L’affaire a été appelée à l’audience du 13 janvier 2025, date à laquelle les parties ont été entendues.
Monsieur [D] [N], représenté par son avocat, a soutenu oralement les conclusions écrites déposées lors de l’audience aux termes desquelles il a sollicité, à titre principal, l’annulation de la décision de la Caisse en date du 21 août 2024 et avant-dire-droit qu’il soit ordonné une expertise médicale judiciaire afin de fixer son taux d’IPP en précisant que les frais d’expertise seront mis à la charge de la caisse.
Le requérant a contesté le taux retenu en se fondant sur un rapport d’expertise du Docteur [Z] établi dans le cadre d’une instance précédente relative à la date de consolidation ainsi que sur un certificat médical du Docteur [S] établi le 19 septembre 2024 attestant qu’il existe une raideur cervicale persistante et que le taux doit être réévalué.
La [6], dûment représentée, ne s’est pas opposée à la demande d’expertise en indiquant toutefois que le requérant présente un état antérieur important objectivé par un examen médical du 27 décembre 2018.
Par jugement AVANT DIRE DROIT en date du 17 mars 2025, le Pôle social du Tribunal judiciaire de BASTIA a ordonné une mesure de consultation de Monsieur [D] [N] et a désigné le Docteur [G] [Z] en qualité de consultant avec pour mission de :
“- De prendre connaissance des pièces du dossier, lesquelles devront lui être transmises à son adresse dans les 15 jours de la notification de la présente décision,
— D’examiner Monsieur [D] [N], le cas échéant assisté de son avocat et de son médecin traitant et en présence du médecin conseil de la [5] ;
— D’émettre un avis sur le taux d’incapacité permanente présenté par Monsieur [D] [N] consécutivement à son accident du travail du 11 janvier 2019, étant précisé qu’il existe un état antérieur « raideur cervicale avec inversion lordose » constaté lors d’un examen du 27 décembre 2018.”
Le médecin désigné a déposé son rapport au greffe de la juridiction le 10 avril 2025.
L’affaire a été appelée à l’audience du 30 juin 2025, renvoyée à deux reprises, et retenue lors de l’audience du 06 octobre 2025.

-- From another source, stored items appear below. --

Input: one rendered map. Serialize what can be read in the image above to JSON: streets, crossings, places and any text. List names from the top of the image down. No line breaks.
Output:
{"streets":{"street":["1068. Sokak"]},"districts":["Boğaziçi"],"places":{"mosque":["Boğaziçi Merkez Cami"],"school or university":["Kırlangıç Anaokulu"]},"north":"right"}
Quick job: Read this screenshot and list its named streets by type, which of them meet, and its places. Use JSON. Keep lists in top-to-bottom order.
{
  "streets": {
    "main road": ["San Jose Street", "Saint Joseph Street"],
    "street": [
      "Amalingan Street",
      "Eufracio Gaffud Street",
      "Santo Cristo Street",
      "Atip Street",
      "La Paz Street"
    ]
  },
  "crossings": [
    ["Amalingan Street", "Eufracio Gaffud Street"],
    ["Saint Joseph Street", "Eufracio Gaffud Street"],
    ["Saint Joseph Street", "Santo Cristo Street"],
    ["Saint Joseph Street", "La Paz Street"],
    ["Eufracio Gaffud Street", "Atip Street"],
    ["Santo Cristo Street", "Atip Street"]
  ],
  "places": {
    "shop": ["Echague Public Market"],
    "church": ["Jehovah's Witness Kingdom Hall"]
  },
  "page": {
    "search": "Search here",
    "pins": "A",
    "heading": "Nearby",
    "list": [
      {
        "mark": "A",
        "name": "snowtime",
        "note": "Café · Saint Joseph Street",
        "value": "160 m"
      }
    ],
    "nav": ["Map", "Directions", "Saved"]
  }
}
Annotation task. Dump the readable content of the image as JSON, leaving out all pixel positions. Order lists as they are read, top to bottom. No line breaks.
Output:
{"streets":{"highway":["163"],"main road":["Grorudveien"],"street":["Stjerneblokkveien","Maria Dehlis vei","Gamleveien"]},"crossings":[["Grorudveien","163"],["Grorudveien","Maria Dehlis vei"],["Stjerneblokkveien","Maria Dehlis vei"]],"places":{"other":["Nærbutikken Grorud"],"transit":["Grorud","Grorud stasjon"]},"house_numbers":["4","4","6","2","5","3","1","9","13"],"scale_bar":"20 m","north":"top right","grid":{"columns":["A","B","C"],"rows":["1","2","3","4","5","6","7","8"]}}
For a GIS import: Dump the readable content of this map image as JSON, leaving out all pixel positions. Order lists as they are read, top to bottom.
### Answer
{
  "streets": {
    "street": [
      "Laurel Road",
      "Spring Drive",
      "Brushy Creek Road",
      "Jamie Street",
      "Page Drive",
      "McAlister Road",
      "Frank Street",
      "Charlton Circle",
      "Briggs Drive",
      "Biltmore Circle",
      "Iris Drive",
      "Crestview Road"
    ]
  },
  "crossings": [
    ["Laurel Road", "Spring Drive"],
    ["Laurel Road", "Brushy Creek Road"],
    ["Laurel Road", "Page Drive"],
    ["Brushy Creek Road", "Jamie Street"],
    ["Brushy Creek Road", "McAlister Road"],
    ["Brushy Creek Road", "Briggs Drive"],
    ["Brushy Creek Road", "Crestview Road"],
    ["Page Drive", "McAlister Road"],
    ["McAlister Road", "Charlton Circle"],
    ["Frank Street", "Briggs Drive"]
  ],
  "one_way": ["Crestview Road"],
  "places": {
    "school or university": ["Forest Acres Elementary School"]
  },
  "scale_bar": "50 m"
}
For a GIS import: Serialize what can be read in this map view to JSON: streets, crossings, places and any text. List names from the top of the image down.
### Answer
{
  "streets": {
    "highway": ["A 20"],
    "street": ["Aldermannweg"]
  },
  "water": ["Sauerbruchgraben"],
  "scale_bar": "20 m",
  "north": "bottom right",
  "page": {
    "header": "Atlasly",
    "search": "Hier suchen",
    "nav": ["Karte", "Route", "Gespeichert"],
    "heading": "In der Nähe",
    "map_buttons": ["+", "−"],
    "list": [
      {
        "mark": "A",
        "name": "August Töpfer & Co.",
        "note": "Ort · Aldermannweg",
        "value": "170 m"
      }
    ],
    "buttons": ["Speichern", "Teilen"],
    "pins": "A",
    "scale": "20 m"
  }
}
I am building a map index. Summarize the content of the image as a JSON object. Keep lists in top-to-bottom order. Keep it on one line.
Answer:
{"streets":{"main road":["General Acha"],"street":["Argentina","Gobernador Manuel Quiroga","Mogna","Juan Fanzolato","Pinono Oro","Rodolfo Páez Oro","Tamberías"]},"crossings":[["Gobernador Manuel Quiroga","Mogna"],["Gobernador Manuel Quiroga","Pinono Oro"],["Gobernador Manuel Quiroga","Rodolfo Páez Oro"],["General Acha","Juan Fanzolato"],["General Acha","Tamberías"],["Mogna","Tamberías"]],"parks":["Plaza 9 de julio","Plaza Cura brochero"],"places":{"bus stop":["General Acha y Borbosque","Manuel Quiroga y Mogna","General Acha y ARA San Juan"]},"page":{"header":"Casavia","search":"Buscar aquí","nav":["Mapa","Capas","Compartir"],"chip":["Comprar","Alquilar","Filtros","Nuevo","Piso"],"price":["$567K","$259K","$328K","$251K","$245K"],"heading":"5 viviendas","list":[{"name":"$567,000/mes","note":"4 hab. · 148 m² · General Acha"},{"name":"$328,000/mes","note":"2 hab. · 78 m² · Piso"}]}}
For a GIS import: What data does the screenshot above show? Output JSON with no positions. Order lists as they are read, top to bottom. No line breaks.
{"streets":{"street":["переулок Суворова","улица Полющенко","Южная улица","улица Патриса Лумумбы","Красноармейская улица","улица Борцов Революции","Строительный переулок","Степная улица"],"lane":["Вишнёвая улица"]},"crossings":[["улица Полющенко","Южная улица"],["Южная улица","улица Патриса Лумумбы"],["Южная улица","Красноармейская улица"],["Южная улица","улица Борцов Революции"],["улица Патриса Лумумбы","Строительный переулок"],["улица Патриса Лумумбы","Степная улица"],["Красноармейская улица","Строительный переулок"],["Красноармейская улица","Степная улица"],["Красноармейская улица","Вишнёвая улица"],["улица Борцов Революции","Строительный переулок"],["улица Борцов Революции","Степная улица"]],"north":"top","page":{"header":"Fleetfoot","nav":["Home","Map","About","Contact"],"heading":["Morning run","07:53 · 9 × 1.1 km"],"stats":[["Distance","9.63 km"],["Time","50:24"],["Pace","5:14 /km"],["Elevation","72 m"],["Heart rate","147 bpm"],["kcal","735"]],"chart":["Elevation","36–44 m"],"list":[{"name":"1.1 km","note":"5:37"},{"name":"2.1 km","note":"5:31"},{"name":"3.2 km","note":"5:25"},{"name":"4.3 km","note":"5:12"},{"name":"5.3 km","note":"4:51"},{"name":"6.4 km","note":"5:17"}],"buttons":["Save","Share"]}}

Monsieur [D] [N], représenté par son avocat, a soutenu oralement les conclusions écrites déposées lors de l’audience aux termes auxquelles il convient de se référer pour un plus ample exposé des prétentions et des moyens à leur soutien, et a demandé au Pôle social de :
Ordonner une contre-expertise aux fins de fixer son taux d’IPP,Annuler la décision de la [8] en date du 21 août 2024
Monsieur [D] [N] a soutenu qu’au regard du rapport d’expertise, la décision de la [8] fixant son taux d’IPP à 0% doit être annulée en ajoutant que le Docteur [S] atteste le 14 septembre 2025 que le taux retenu à 8% par l’expert doit être réévalué au regard des séquelles d’un premier accident du travail du 30 avril 2018 et de l’accident de travail du 11 janvier 2019 dont l’indemnisation est l’objet de la présente procédure.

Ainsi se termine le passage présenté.